##### INPUT DATA

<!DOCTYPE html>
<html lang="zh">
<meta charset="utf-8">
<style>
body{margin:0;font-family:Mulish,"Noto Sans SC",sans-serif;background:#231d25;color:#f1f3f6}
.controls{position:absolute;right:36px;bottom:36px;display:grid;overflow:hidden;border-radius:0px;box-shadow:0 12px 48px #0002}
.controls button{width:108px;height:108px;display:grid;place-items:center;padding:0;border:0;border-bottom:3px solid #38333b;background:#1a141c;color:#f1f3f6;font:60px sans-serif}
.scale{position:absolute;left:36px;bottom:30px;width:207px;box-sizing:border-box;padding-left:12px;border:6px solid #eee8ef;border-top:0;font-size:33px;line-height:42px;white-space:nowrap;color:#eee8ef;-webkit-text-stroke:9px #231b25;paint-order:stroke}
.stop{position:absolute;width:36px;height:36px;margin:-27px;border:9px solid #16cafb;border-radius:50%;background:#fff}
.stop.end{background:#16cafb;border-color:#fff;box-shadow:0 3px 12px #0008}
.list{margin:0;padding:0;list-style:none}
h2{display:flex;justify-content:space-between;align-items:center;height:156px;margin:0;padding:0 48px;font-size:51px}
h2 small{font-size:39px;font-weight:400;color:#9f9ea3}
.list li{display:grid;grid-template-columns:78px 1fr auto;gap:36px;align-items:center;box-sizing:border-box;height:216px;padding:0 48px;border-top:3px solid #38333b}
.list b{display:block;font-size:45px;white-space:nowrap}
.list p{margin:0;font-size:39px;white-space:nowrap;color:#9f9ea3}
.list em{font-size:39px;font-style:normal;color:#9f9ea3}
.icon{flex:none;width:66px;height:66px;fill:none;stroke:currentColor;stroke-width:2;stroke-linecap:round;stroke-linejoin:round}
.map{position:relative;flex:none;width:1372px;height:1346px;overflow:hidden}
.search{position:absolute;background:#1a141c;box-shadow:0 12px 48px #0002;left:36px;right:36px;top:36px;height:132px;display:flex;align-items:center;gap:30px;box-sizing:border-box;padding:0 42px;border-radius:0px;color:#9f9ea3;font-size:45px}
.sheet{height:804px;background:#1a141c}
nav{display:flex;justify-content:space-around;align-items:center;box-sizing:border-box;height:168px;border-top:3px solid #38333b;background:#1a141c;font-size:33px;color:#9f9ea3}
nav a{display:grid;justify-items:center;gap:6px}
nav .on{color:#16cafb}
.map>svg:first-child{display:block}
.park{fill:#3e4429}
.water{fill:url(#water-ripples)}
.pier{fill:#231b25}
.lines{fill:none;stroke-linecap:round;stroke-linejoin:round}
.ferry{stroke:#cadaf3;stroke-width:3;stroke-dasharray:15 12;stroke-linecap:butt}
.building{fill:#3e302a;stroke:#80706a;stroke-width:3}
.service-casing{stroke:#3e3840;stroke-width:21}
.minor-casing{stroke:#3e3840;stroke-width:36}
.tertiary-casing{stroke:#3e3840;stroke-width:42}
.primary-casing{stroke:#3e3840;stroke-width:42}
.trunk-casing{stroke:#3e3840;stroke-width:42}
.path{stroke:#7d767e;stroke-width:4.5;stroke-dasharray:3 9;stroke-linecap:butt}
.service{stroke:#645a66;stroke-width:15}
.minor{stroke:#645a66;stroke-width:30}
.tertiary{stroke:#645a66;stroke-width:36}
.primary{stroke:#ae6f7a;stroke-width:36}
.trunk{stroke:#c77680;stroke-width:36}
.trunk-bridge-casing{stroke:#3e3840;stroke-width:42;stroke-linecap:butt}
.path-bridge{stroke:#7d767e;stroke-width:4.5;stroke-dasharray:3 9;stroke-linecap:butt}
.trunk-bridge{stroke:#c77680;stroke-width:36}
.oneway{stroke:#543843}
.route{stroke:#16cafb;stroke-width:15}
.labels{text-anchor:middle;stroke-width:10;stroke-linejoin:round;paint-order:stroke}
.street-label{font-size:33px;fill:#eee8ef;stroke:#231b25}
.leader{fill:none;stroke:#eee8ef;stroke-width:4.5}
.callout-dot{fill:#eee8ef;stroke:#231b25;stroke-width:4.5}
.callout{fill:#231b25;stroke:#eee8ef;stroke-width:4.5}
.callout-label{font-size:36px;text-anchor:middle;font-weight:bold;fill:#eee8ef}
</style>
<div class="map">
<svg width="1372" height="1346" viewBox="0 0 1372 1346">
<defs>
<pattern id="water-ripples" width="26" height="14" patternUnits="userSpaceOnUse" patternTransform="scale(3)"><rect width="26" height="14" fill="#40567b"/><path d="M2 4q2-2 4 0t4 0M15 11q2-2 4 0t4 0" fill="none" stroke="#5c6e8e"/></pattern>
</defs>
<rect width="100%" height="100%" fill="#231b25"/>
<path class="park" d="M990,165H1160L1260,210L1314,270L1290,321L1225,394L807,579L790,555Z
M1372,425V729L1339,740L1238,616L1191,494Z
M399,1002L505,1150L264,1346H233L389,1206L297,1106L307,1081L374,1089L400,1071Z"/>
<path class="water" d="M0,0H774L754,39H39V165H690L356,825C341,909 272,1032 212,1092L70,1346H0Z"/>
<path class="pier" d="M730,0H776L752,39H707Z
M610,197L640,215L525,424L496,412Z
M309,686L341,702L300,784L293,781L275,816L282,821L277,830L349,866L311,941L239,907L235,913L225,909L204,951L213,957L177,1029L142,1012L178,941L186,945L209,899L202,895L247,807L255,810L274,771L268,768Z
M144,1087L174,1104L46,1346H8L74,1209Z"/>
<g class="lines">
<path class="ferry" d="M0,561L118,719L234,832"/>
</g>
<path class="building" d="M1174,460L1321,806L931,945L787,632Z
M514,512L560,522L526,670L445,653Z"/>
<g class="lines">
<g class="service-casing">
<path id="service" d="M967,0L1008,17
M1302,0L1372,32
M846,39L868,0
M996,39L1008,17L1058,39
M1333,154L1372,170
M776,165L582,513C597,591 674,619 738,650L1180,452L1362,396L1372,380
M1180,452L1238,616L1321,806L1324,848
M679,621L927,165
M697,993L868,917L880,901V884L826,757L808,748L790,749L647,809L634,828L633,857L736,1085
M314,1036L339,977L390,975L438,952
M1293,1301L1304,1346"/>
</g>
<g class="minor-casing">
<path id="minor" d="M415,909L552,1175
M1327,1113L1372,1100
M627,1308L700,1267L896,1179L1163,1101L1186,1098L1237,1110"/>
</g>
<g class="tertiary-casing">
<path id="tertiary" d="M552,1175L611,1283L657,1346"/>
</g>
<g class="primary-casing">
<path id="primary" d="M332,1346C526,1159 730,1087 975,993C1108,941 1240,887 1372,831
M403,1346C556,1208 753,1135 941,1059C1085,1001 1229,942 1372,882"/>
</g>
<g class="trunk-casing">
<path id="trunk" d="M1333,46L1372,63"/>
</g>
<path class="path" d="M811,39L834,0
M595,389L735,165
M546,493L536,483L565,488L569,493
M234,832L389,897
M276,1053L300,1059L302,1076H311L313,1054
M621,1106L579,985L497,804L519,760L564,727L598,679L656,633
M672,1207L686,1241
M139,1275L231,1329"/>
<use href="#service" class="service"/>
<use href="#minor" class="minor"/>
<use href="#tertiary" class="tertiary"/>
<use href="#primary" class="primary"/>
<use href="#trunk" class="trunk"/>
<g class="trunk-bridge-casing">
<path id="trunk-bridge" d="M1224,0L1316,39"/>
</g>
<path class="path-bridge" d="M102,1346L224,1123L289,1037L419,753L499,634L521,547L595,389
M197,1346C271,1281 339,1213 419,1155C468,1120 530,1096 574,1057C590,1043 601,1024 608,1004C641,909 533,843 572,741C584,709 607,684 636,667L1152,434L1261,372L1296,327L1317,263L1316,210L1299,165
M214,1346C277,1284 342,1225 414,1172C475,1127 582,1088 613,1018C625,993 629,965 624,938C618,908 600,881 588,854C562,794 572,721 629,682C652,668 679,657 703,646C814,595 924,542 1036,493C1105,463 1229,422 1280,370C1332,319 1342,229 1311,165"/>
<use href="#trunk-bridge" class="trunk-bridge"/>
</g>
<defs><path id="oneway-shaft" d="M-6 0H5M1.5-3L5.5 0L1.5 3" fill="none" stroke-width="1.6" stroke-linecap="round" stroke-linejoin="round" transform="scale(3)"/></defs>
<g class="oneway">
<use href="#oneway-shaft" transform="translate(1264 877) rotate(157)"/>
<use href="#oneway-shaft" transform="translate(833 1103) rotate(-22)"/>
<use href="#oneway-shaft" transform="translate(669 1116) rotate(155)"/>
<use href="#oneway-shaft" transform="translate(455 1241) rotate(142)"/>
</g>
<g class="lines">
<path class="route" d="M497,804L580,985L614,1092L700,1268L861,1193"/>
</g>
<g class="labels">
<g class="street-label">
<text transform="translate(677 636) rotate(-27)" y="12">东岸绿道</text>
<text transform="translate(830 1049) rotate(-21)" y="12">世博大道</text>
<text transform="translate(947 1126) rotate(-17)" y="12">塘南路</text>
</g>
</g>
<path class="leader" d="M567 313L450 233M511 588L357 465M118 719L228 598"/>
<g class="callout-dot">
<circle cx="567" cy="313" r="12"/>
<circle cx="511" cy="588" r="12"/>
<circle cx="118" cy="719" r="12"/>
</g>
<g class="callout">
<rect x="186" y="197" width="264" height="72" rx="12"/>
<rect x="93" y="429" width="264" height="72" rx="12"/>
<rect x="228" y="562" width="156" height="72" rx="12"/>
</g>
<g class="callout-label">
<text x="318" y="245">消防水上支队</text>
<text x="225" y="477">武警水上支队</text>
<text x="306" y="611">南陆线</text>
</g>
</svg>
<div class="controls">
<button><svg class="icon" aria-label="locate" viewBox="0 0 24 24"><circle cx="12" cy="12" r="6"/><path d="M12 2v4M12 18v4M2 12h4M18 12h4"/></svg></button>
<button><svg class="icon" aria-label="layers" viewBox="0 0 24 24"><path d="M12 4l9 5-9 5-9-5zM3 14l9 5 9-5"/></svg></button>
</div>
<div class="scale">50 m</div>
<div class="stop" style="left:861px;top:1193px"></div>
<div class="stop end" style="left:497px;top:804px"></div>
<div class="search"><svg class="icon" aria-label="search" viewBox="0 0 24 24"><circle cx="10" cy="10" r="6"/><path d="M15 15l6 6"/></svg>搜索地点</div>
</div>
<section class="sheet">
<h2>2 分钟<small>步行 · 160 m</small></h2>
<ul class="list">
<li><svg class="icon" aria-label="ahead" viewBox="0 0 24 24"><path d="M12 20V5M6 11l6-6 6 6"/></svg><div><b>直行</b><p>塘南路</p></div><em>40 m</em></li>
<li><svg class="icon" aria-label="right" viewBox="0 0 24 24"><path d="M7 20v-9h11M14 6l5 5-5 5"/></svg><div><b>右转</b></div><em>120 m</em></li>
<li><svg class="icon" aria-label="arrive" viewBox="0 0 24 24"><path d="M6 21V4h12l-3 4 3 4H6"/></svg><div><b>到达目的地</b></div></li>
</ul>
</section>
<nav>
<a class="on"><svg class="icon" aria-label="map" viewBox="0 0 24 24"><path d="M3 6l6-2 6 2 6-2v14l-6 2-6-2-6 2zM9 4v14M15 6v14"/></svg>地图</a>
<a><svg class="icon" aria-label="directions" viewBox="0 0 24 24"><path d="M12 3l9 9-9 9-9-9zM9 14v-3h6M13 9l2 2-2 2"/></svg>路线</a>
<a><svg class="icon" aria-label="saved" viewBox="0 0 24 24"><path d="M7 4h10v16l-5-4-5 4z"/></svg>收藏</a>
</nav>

##########

▸ WORK ITEM: Could you return all lines from the data above that contain the string "grid"?

▸ EXPECTED ANSWER:
.controls{position:absolute;right:36px;bottom:36px;display:grid;overflow:hidden;border-radius:0px;box-shadow:0 12px 48px #0002}
.controls button{width:108px;height:108px;display:grid;place-items:center;padding:0;border:0;border-bottom:3px solid #38333b;background:#1a141c;color:#f1f3f6;font:60px sans-serif}
.list li{display:grid;grid-template-columns:78px 1fr auto;gap:36px;align-items:center;box-sizing:border-box;height:216px;padding:0 48px;border-top:3px solid #38333b}
nav a{display:grid;justify-items:center;gap:6px}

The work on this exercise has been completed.